[EXERCISE INSTRUCTIONS]
The lines to print are the one containing "Instruction: Convert the" and every line after it through the end of the entries below. Print them exactly and nothing else.

====================

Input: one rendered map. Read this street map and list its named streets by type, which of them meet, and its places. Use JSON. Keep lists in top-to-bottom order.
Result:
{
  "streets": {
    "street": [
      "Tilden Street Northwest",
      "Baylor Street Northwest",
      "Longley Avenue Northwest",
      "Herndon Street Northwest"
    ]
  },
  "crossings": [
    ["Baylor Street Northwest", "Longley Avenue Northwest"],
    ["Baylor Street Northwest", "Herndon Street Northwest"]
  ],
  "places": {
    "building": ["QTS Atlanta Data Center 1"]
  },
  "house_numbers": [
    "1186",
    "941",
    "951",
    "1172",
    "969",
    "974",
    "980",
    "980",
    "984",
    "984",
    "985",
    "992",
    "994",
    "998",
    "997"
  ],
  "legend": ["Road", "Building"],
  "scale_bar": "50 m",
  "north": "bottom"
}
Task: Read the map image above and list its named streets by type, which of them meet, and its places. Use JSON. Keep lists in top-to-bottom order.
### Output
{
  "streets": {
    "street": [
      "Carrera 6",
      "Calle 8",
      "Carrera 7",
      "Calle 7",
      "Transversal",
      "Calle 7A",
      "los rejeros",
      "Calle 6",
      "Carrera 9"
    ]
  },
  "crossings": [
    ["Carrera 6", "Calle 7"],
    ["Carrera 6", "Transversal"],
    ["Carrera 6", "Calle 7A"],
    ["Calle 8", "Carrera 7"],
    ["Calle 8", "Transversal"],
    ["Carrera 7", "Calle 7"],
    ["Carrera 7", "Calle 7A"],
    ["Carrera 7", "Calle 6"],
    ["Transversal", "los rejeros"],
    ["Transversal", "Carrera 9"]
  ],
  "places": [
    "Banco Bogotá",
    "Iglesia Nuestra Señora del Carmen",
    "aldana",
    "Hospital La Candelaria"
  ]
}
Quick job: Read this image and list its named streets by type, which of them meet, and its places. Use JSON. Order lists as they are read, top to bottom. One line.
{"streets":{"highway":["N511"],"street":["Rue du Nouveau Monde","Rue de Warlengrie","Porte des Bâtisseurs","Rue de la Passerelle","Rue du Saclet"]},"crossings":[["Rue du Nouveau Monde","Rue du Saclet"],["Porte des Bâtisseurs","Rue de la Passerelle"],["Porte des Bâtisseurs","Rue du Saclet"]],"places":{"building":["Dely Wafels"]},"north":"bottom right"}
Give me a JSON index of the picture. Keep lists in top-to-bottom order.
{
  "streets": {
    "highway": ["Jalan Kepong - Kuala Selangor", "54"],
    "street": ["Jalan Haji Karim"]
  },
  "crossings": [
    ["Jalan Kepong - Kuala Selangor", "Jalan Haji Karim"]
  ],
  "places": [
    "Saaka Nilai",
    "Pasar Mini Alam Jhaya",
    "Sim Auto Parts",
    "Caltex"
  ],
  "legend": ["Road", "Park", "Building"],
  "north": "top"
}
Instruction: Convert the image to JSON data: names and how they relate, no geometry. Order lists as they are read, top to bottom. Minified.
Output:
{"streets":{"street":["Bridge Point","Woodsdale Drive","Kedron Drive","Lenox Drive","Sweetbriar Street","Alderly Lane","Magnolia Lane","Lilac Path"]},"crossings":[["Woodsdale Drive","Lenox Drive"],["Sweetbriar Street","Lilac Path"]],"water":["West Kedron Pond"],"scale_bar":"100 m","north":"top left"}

====================

[RESULT OF THE TASK]
Instruction: Convert the image to JSON data: names and how they relate, no geometry. Order lists as they are read, top to bottom. Minified.
Output:
{"streets":{"street":["Bridge Point","Woodsdale Drive","Kedron Drive","Lenox Drive","Sweetbriar Street","Alderly Lane","Magnolia Lane","Lilac Path"]},"crossings":[["Woodsdale Drive","Lenox Drive"],["Sweetbriar Street","Lilac Path"]],"water":["West Kedron Pond"],"scale_bar":"100 m","north":"top left"}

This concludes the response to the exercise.